▶ Data under study:
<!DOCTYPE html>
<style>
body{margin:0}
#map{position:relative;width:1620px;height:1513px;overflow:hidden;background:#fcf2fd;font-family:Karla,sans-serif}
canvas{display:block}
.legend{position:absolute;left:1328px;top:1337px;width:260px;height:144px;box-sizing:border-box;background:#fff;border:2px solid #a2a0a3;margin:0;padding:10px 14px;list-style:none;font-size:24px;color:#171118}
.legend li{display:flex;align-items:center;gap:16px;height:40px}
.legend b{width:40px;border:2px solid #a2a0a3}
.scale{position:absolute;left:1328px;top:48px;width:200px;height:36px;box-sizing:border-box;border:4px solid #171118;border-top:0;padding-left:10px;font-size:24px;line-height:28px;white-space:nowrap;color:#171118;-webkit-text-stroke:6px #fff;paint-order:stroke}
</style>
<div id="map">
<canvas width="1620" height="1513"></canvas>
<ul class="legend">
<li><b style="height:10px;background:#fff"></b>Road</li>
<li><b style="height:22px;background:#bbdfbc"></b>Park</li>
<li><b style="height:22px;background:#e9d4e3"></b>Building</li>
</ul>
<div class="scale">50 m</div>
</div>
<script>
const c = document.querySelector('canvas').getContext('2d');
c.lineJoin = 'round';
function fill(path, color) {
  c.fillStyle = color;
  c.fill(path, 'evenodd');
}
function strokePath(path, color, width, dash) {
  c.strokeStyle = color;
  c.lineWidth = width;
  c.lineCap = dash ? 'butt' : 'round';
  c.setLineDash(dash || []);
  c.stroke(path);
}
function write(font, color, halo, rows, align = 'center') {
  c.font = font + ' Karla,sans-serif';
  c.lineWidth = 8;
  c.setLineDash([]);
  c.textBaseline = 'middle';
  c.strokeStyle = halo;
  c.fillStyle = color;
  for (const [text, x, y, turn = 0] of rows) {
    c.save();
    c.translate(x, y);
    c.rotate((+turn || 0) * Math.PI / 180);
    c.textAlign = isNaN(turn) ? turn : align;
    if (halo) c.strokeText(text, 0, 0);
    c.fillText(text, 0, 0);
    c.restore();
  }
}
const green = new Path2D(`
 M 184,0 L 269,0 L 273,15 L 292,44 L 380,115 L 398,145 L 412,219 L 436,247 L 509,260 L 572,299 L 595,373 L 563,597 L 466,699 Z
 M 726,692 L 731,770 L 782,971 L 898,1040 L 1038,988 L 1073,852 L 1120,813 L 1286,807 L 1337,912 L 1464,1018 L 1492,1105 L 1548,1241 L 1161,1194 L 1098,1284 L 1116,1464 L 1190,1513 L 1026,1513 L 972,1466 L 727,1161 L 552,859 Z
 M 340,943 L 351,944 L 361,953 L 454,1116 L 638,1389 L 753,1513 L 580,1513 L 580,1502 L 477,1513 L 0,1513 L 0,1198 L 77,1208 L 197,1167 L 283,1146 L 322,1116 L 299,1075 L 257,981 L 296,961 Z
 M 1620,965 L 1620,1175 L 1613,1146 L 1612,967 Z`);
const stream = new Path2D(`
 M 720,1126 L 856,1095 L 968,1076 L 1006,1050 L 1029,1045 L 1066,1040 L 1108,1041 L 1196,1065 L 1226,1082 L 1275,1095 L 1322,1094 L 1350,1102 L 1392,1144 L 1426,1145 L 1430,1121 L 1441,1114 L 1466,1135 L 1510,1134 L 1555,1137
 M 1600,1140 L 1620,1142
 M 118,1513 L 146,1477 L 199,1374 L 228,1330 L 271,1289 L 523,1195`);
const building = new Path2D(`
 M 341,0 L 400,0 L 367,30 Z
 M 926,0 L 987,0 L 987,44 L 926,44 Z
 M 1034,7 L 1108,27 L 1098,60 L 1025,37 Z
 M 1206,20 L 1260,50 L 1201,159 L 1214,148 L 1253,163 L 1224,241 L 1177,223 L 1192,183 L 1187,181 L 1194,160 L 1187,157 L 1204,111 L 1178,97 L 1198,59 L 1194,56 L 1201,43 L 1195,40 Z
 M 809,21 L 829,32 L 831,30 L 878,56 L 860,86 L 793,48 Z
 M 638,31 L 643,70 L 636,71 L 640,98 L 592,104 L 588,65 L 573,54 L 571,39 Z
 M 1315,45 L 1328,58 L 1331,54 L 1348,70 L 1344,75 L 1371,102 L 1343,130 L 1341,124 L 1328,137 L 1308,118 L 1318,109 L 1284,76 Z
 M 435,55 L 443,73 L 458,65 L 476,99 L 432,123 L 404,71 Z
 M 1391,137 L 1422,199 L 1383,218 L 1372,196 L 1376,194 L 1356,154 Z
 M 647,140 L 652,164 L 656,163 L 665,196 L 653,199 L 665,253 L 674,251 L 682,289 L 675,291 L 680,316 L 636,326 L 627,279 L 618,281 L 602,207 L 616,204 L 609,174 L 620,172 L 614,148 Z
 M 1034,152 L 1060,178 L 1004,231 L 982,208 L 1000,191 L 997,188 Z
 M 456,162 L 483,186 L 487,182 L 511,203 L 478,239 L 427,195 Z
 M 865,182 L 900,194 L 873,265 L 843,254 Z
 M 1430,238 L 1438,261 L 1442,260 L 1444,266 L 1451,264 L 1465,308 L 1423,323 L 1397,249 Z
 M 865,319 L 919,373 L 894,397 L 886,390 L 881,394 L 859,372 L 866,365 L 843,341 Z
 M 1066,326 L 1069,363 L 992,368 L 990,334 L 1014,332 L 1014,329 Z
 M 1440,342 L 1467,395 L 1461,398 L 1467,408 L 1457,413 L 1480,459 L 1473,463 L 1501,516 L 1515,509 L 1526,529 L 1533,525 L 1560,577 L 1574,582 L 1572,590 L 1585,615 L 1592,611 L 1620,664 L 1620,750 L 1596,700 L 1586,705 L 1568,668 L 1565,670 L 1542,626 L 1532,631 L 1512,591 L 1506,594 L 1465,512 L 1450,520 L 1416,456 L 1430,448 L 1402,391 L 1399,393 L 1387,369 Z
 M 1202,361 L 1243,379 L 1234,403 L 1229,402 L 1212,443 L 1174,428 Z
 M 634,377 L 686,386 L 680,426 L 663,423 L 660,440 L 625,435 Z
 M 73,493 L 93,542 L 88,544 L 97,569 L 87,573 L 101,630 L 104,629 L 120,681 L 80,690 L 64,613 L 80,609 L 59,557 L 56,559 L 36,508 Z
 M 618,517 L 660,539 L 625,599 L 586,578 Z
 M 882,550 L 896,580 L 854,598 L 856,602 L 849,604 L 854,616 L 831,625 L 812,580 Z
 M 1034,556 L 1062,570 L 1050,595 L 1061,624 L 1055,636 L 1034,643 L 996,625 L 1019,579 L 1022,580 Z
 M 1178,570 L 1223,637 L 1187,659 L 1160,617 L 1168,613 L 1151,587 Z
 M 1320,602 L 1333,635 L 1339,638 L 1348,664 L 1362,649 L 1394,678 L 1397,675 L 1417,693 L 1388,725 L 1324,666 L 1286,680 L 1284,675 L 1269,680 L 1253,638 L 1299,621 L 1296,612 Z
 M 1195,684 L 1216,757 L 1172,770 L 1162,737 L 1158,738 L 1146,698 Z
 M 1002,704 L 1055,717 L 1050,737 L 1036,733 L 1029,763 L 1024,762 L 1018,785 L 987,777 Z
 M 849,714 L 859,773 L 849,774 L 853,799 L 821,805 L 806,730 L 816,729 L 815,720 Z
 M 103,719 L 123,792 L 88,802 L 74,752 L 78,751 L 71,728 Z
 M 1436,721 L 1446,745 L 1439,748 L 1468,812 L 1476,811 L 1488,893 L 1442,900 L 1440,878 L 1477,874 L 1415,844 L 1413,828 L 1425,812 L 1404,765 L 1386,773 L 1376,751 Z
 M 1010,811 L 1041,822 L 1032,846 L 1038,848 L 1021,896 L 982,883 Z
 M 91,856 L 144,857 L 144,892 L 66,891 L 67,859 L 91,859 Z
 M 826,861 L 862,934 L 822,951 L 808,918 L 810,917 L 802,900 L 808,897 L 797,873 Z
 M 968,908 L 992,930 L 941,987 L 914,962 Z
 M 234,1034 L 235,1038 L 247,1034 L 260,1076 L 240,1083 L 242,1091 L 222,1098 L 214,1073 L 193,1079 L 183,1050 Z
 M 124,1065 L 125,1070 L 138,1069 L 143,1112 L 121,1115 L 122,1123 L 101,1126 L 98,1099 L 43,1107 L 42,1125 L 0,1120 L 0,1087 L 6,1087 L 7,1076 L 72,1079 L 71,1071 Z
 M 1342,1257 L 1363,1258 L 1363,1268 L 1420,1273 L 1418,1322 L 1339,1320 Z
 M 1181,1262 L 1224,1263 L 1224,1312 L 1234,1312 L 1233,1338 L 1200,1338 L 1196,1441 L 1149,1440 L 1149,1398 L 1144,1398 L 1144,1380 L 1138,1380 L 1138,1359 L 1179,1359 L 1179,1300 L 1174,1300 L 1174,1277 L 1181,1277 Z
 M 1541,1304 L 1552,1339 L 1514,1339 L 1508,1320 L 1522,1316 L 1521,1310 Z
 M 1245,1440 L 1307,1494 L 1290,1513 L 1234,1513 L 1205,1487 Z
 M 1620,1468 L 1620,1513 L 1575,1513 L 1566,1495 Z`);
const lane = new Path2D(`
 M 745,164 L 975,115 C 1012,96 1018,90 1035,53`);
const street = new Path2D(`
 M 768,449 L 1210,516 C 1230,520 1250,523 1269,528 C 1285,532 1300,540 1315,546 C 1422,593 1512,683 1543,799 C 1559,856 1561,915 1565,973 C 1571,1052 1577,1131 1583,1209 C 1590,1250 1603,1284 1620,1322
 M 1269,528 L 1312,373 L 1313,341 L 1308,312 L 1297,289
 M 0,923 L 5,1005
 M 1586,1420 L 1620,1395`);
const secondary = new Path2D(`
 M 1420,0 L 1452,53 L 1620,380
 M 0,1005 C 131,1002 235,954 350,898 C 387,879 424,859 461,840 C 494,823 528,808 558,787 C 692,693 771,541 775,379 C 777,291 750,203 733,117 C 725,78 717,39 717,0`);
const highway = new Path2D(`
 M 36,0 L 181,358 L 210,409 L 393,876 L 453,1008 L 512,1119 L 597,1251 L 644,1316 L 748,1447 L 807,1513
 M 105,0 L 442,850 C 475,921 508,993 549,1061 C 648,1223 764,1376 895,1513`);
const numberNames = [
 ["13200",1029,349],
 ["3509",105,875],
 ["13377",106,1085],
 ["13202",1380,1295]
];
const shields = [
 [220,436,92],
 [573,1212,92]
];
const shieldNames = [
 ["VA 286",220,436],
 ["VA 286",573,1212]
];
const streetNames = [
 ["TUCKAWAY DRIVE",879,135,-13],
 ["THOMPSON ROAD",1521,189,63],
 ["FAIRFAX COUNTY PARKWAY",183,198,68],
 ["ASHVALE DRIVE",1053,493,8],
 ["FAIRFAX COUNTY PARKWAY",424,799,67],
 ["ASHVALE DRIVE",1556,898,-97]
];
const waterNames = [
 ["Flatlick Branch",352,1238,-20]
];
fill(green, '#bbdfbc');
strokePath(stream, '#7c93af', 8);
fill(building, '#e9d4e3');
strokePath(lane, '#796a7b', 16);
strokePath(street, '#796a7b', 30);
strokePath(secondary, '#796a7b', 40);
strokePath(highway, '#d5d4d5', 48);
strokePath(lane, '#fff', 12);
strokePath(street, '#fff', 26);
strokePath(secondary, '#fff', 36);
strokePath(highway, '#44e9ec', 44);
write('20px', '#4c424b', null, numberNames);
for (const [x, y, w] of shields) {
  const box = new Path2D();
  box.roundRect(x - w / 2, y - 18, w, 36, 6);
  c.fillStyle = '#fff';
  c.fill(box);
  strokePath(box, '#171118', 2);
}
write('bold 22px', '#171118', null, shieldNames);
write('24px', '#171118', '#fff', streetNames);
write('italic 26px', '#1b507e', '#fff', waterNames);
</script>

▶ Required action: In how many lines of the material does the word "function" occur? Reply with only that number.

▶ Written solution: 3